Enquanto os ativos dos maiores patrimônios da América Latina subiam como espuma na onda expansiva dos mercados financeiros, que —apesar do desastre econômico de 2020 — beiram máximas históricas, as camadas mais pobres sofreram muito mais o impacto da crise sanitária. Os auxílios emergenciais distribuídos pelos Estados, como no Brasil, para ajudar milhões de trabalhadores informais permitiram que muitas famílias permanecessem à tona, mas muitas outras que antes engrossavam as fileiras da classe média desceram um degrau em meio à pandemia.

Segundo dados da CEPAL (braço da ONU para o desenvolvimento da América Latina e do Caribe), após vários anos de relativa estabilidade, a pobreza extrema disparou para níveis máximos de duas décadas e a pobreza geral aumentou mais de três pontos percentuais em um único ano, 2020. O Banco Mundial é ainda mais pessimista, projetando um aumento da pobreza extrema de 24% para 27,6% entre 2019 e 2021. Em um contexto de elevação dos preços das commodities, este agravamento também fez com que o número de pessoas com insegurança alimentar triplicasse desde o início da crise econômica e de saúde, de acordo com dados do Programa Mundial de Alimentos da ONU.

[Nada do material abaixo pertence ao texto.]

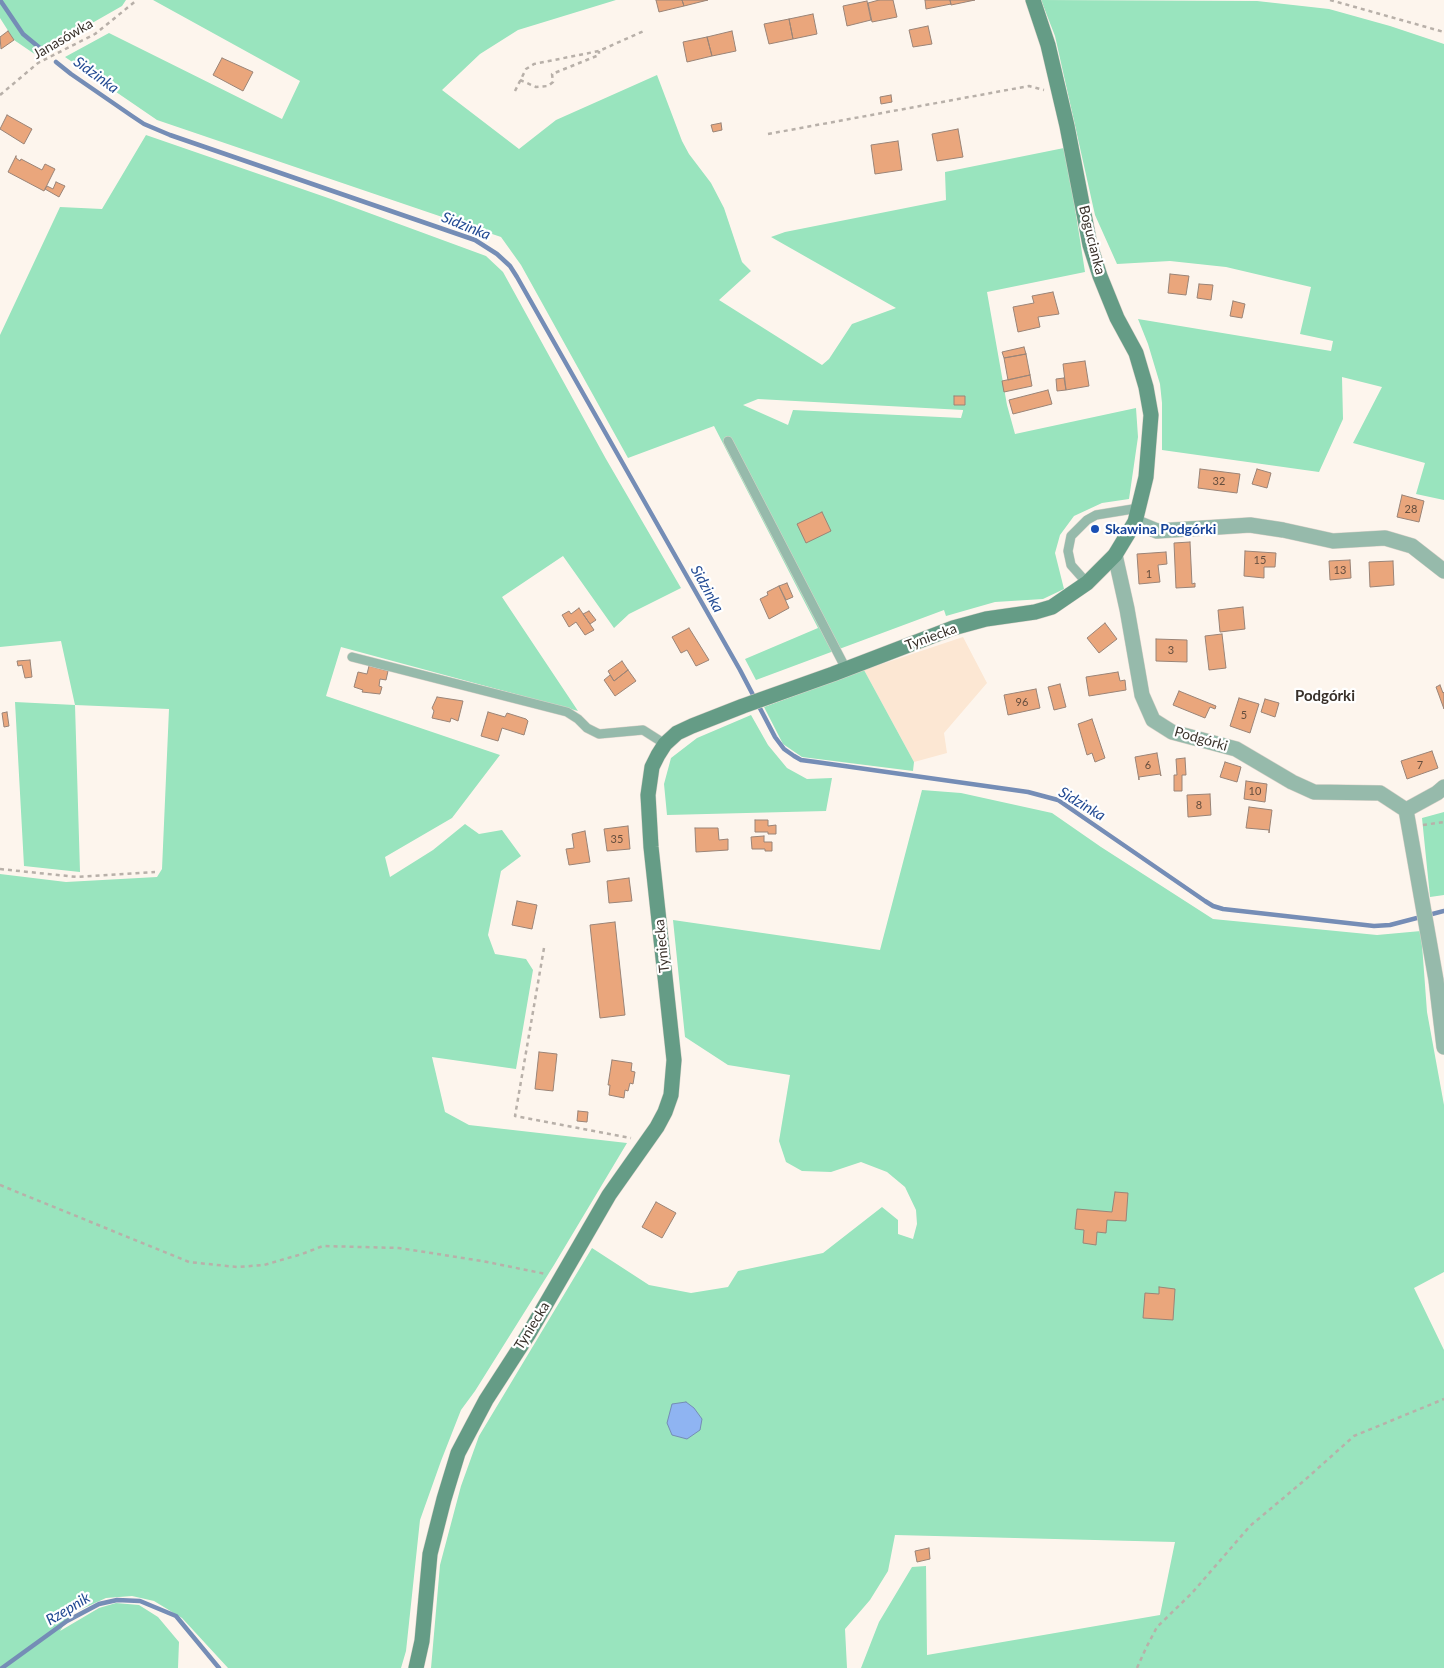 <!DOCTYPE html>
<html>
<head>
<meta charset="utf-8">
<style>
  body { margin:0 }
  canvas { display:block; background:#fdf5ed }
</style>
</head>
<body>
<canvas width="1444" height="1668"></canvas>
<script>
const ctx = document.querySelector('canvas').getContext('2d');
ctx.lineJoin = 'round';
function fill(path, color) { ctx.fillStyle = color; ctx.fill(path, 'evenodd'); }
const poly = rows => new Path2D(rows.map(r => 'M' + r).join(''));
function strokePath(path, color, width, dash) { ctx.strokeStyle = color; ctx.lineWidth = width; ctx.lineCap = dash ? 'butt' : 'round'; ctx.setLineDash(dash || []); ctx.stroke(path); }
function write(font, color, halo, rows, align = 'center') {
  ctx.font = font + ' Lato,sans-serif'; ctx.lineWidth = 4.5; ctx.setLineDash([]); ctx.textBaseline = 'middle'; ctx.strokeStyle = halo; ctx.fillStyle = color; for (const [text, x, y, turn = 0] of rows) {
    ctx.save(); ctx.translate(x, y); ctx.rotate((+turn || 0) * Math.PI / 180); ctx.textAlign = isNaN(turn) ? turn : align; if (halo) ctx.strokeText(text, 0, 0); ctx.fillText(text, 0, 0); ctx.restore();
  }
}
fill(poly([
  [963,637,987,683,944,733,947,753,914,762,864,670]
]), '#fce7d3');
fill(poly([
  [0,0,126,0,122,6,36,55,14,40,0,18],
  [153,0,616,0,518,30,480,54,442,90,519,149,556,120,657,75,682,141,689,154,711,183,724,208,742,262,751,271,719,300,822,365,829,359,852,324,896,308,771,237,785,232,946,200,945,172,1064,148,1070,176,1085,272,987,292,1007,405,1015,434,1136,408,1138,437,1129,499,1102,503,1074,516,1060,535,1055,553,1064,589,1043,599,995,602,946,616,944,610,756,680,745,659,818,628,714,426,628,458,521,265,501,237,157,120,65,57,109,33,282,119,300,81],
  [758,399,963,410,963,411,961,418,793,410,788,425,743,405],
  [1041,0,1257,1,1329,9,1390,26,1444,44,1444,500,1416,494,1425,463,1353,443,1382,387,1342,377,1343,419,1319,472,1162,450,1162,403,1160,384,1148,344,1138,319,1331,351,1333,341,1300,334,1311,287,1226,267,1170,261,1117,264,1095,215,1055,36],
  [146,135,331,199,486,256,503,272,606,459,681,588,629,614,614,628,563,556,502,597,578,711,341,647,326,696,500,755,452,818,385,857,390,877,433,850,465,824,479,834,502,830,521,856,501,871,488,935,495,954,526,959,533,970,516,1069,432,1057,445,1112,469,1125,627,1143,554,1265,475,1391,461,1410,441,1461,420,1520,406,1651,401,1668,228,1668,182,1618,154,1601,132,1596,106,1598,71,1614,60,1631,99,1608,116,1603,139,1605,158,1617,179,1642,178,1668,0,1668,0,874,66,882,157,877,162,869,169,709,75,705,80,872,24,866,15,702,75,705,61,641,0,647,0,335,60,207,102,209],
  [864,670,914,762,913,771,802,757,783,744,764,707],
  [751,715,768,745,787,768,807,779,832,778,826,811,667,815,664,784,671,758,697,738],
  [922,790,961,793,1052,813,1101,847,1213,919,1377,935,1421,931,1427,1012,1444,1105,1444,1272,1414,1288,1444,1350,1444,1668,861,1668,879,1622,912,1567,926,1566,927,1655,1160,1615,1175,1542,895,1535,888,1571,870,1600,845,1629,847,1668,431,1668,440,1565,461,1486,479,1436,592,1248,649,1285,691,1293,728,1287,738,1271,823,1253,882,1207,898,1220,898,1234,913,1239,917,1224,916,1210,905,1187,887,1172,861,1162,831,1172,802,1171,786,1162,779,1141,790,1075,728,1065,685,1037,673,920,880,950],
  [1444,812,1444,895,1430,897,1422,818]
]), '#99e4be');
const water = poly([
  [686,1402,694,1408,702,1419,700,1430,687,1439,672,1435,667,1423,672,1404,686,1402]
]);
fill(water, '#8fb4f2');
strokePath(water, '#758db6', 1);
strokePath(poly([
  [0,0,23,34,46,53],
  [56,62,71,74,132,116,144,124,170,135,475,240,497,254,510,266,517,277,740,670,775,737,784,749,794,756,801,760,816,762,1028,792,1058,800,1205,901,1213,906,1223,909,1374,926,1390,925,1444,911],
  [2,1668,67,1621,99,1604,117,1600,140,1601,176,1616,219,1668]
]), '#758db6', 4.5);
const building = poly([
  [656,0,682,0,684,6,659,12,656,0],
  [682,0,708,0,684,6,682,0],
  [879,0,893,0,897,17,872,22,868,3,879,0],
  [925,0,950,0,951,4,926,9,925,0],
  [950,0,975,0,951,5,950,0],
  [867,1,871,20,847,26,843,6,867,1],
  [813,14,817,34,793,39,789,19,813,14],
  [789,19,793,39,769,44,764,24,789,19],
  [928,26,932,44,913,47,909,30,928,26],
  [8,31,14,40,1,49,0,37,8,31],
  [732,31,736,51,712,56,707,37,732,31],
  [707,37,712,56,687,62,683,42,707,37],
  [222,58,253,72,243,91,213,75,222,58],
  [891,95,892,102,881,104,880,97,891,95],
  [7,115,32,129,24,144,0,129,7,115],
  [721,123,722,130,713,132,711,125,721,123],
  [958,129,963,157,937,161,932,134,958,129],
  [898,141,902,170,875,174,871,145,898,141],
  [16,156,16,158,20,161,21,159,42,170,45,164,55,169,44,191,8,172,16,156],
  [56,182,65,186,59,197,45,189,47,186,53,189,56,182],
  [1170,274,1189,276,1186,295,1168,293,1170,274],
  [1199,284,1213,285,1211,300,1197,298,1199,284],
  [1053,292,1059,314,1038,317,1040,327,1018,332,1013,307,1034,303,1032,296,1053,292],
  [1233,301,1245,304,1242,318,1230,316,1233,301],
  [1024,347,1026,354,1004,358,1002,352,1024,347],
  [1026,354,1030,375,1008,380,1004,358,1026,354],
  [1085,361,1089,386,1066,390,1063,364,1085,361],
  [1030,375,1032,386,1004,392,1002,381,1030,375],
  [1064,378,1066,390,1057,391,1056,379,1064,378],
  [1048,390,1052,404,1013,414,1009,400,1048,390],
  [954,396,965,396,965,405,954,405,954,396],
  [1200,469,1240,474,1237,493,1198,488,1200,469],
  [1257,469,1271,473,1267,488,1252,484,1257,469],
  [1402,495,1424,501,1419,522,1397,517,1402,495],
  [822,512,831,531,806,543,797,524,822,512],
  [1190,542,1192,584,1195,583,1195,587,1176,588,1174,543,1190,542],
  [1245,551,1276,553,1275,567,1264,567,1264,578,1244,576,1245,551],
  [1166,552,1167,564,1158,565,1160,582,1139,584,1137,554,1166,552],
  [1350,560,1351,578,1330,580,1329,561,1350,560],
  [1393,561,1394,585,1370,587,1369,562,1393,561],
  [787,583,793,597,786,600,779,586,787,583],
  [779,586,789,608,769,619,760,599,768,595,767,592,779,586],
  [1243,607,1245,629,1220,632,1218,610,1243,607],
  [579,608,594,630,585,635,576,622,569,627,562,615,569,611,571,614,579,608],
  [589,611,596,620,590,624,583,614,589,611],
  [1105,623,1117,639,1099,653,1087,638,1105,623],
  [689,628,709,660,696,666,687,650,681,653,672,637,689,628],
  [1222,634,1226,668,1209,670,1205,636,1222,634],
  [1156,639,1187,640,1187,662,1156,661,1156,639],
  [30,660,32,677,25,678,22,665,18,666,17,661,30,660],
  [622,661,628,670,614,681,608,671,622,661],
  [369,666,388,671,386,680,380,679,379,686,382,687,380,694,362,692,363,690,354,687,358,672,367,674,369,666],
  [628,670,636,681,615,696,604,680,610,675,614,681,628,670],
  [1118,672,1120,681,1125,680,1126,690,1089,696,1086,677,1118,672],
  [1060,684,1066,707,1054,710,1048,687,1060,684],
  [1440,685,1443,693,1444,692,1444,709,1436,687,1440,685],
  [1036,689,1040,708,1008,715,1004,695,1036,689],
  [1179,691,1216,706,1215,709,1210,707,1205,718,1173,705,1179,691],
  [437,697,463,701,458,721,451,718,450,722,432,718,434,711,432,708,437,697],
  [1239,698,1259,704,1250,733,1230,726,1239,698],
  [1265,699,1279,703,1275,717,1261,712,1265,699],
  [7,712,9,726,4,727,2,713,7,712],
  [488,712,505,717,507,713,526,719,528,721,524,735,502,728,498,741,481,736,488,712],
  [1092,719,1105,758,1095,762,1092,753,1087,755,1078,724,1092,719],
  [1432,751,1438,768,1407,779,1401,761,1432,751],
  [1157,753,1161,776,1160,774,1139,777,1139,780,1135,757,1157,753],
  [1185,758,1186,775,1182,775,1182,791,1174,791,1174,775,1177,775,1176,759,1185,758],
  [1225,762,1241,767,1237,782,1220,777,1225,762],
  [1246,781,1267,784,1265,802,1244,799,1246,781],
  [1210,794,1211,815,1188,817,1187,795,1210,794],
  [1249,807,1272,810,1269,833,1269,830,1246,828,1249,807],
  [755,820,768,820,768,826,776,825,776,834,768,834,768,832,755,832,755,820],
  [628,826,630,849,607,851,604,829,628,826],
  [695,828,718,828,719,840,728,839,728,850,696,852,695,828],
  [585,831,590,862,569,865,566,849,574,848,572,834,585,831],
  [764,836,764,842,772,842,772,851,765,851,765,849,752,849,751,837,764,836],
  [629,878,632,901,609,903,607,881,629,878],
  [517,901,537,905,532,929,512,925,517,901],
  [615,922,625,1015,600,1018,590,925,615,922],
  [539,1052,557,1054,553,1091,535,1089,539,1052],
  [612,1060,632,1063,631,1071,635,1072,633,1084,630,1083,628,1091,625,1090,624,1098,609,1095,610,1085,608,1085,612,1060],
  [578,1111,588,1112,587,1122,577,1121,578,1111],
  [1115,1192,1128,1193,1126,1221,1107,1220,1106,1233,1097,1232,1096,1245,1083,1243,1084,1230,1075,1229,1077,1209,1112,1212,1115,1192],
  [656,1202,676,1213,662,1238,642,1227,656,1202],
  [1159,1287,1175,1289,1173,1320,1143,1318,1145,1293,1159,1294,1159,1287],
  [929,1548,930,1559,917,1562,915,1551,929,1548]
]);
fill(building, '#eaa67c');
strokePath(building, '#9a8477', 1);
const lane = poly([
  [728,441,846,669],
  [1087,583,1071,565,1068,551,1071,536,1087,520,1096,515,1139,508],
  [352,657,567,712,578,719,587,728,599,734,643,730,665,744]
]);
const street = poly([
  [1135,522,1157,531,1250,525,1283,530,1333,541,1385,538,1412,546,1444,571],
  [1115,555,1127,609,1142,695,1153,720,1172,732,1236,749,1292,782,1314,792,1380,793,1406,810,1437,793,1444,787],
  [1406,810,1436,980,1444,1047]
]);
const secondary = poly([
  [416,1668,422,1641,430,1554,444,1499,458,1453,486,1400,528,1335,609,1195,657,1127,665,1112,671,1095,674,1060,651,847,648,795,652,767,658,755,665,744,677,733,692,726,743,706,833,674,953,628,986,619,1035,612,1052,607,1087,583,1115,555,1135,522,1146,477,1151,415,1146,387,1136,353,1117,318,1100,276,1090,245,1067,126,1048,45,1033,0]
]);
strokePath(lane, '#dad2ca', 10);
strokePath(street, '#dad2ca', 16);
strokePath(secondary, '#dad2ca', 16);
strokePath(poly([
  [1330,0,1444,32],
  [520,80,536,87,548,86,553,82,552,74,599,55,599,51],
  [515,91,526,69,534,64,599,51,646,30],
  [0,95,38,63,95,34,137,0],
  [768,134,1029,86,1044,90],
  [1423,825,1444,822],
  [0,869,77,877,155,872],
  [544,948,515,1116,631,1138],
  [0,1185,189,1262,237,1267,264,1265,302,1254,323,1246,399,1248,482,1261,546,1274],
  [1137,1668,1146,1648,1157,1627,1192,1593,1250,1526,1306,1479,1354,1436,1444,1399]
]), '#b8b0a9', 2.5, [4, 4]);
strokePath(lane, '#96baab', 9);
strokePath(street, '#96baab', 15);
strokePath(secondary, '#659c86', 15);
for (const [x, y, r, color] of [
  [1095,529,5,"#1a4fb4"]
]) { const dot = new Path2D(); dot.arc(x, y, r, 0, 2 * Math.PI); ctx.fillStyle = color; ctx.fill(dot); strokePath(dot, '#fff', 2); }
write('11px', '#654e3e', null, [
  ["32",1219,481],
  ["28",1411,509],
  ["15",1260,560],
  ["13",1340,570],
  ["1",1149,574],
  ["3",1171,650],
  ["96",1022,702],
  ["5",1244,715],
  ["6",1148,765],
  ["7",1420,765],
  ["10",1255,791],
  ["8",1199,805],
  ["35",617,839]
]);
write('14px', '#39312a', '#fff', [
  ["Janasówka",63,39,-30],
  ["Bogucianka",1092,240,76],
  ["Tyniecka",931,637,-20],
  ["Podgórki",1201,739,16],
  ["Tyniecka",662,946,-96],
  ["Tyniecka",532,1326,-58]
]);
write('bold 14px', '#164399', '#fff', [
  ["Skawina Podgórki",1105,529]
], 'left');
write('italic 15px', '#224a93', '#fff', [
  ["Sidzinka",96,75,36],
  ["Sidzinka",466,226,22],
  ["Sidzinka",707,589,61],
  ["Sidzinka",1082,804,31],
  ["Rzepnik",68,1609,-31]
]);
write('bold 15px', '#39312a', '#fff', [
  ["Podgórki",1325,696]
]);
</script>
</body>
</html>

“Ocorreu o que pensávamos que iria ocorrer: o fosso cresceu e de forma muito importante”, diz Luis Felipe López-Calva, diretor regional do PNUD para a América Latina e Caribe, em conversa com EL PAÍS, na qual destaca que a maioria dos novos bilionários da região conseguiu ingressar no seleto clube graças a seus negócios em quatro setores: financeiro, telecomunicações, meios digitais de pagamento e saúde. “É mais um exemplo de quão desigual foi o impacto do choque: alguns setores se beneficiaram muito e, além do mais, são intensivos em capital e não em mão de obra. E isso faz com que a desigualdade aumente ainda mais: mais uma vez estamos vendo como a crise beneficia o capital e prejudica o trabalho.”

O diagnóstico é claro, mas López-Calva pede que se dê um passo além e sejam tomadas medidas por duas vias: redistribuição e melhor regulamentação. “É o momento de buscar respostas: na recuperação, esse fosso pode continuar aumentando e é preciso adotar políticas públicas para evitá-lo”, frisa. “Precisamos de sistemas universais de saúde e previdência social, evitar que as empresas digitais fiquem com todas as rendas. Além disso, fazer com que sejam taxados não apenas os fluxos [receitas], como também o patrimônio [riqueza acumulada]. Mas a pergunta é como fazer isso, porque onde se está tentando vê-se que não é tão simples.”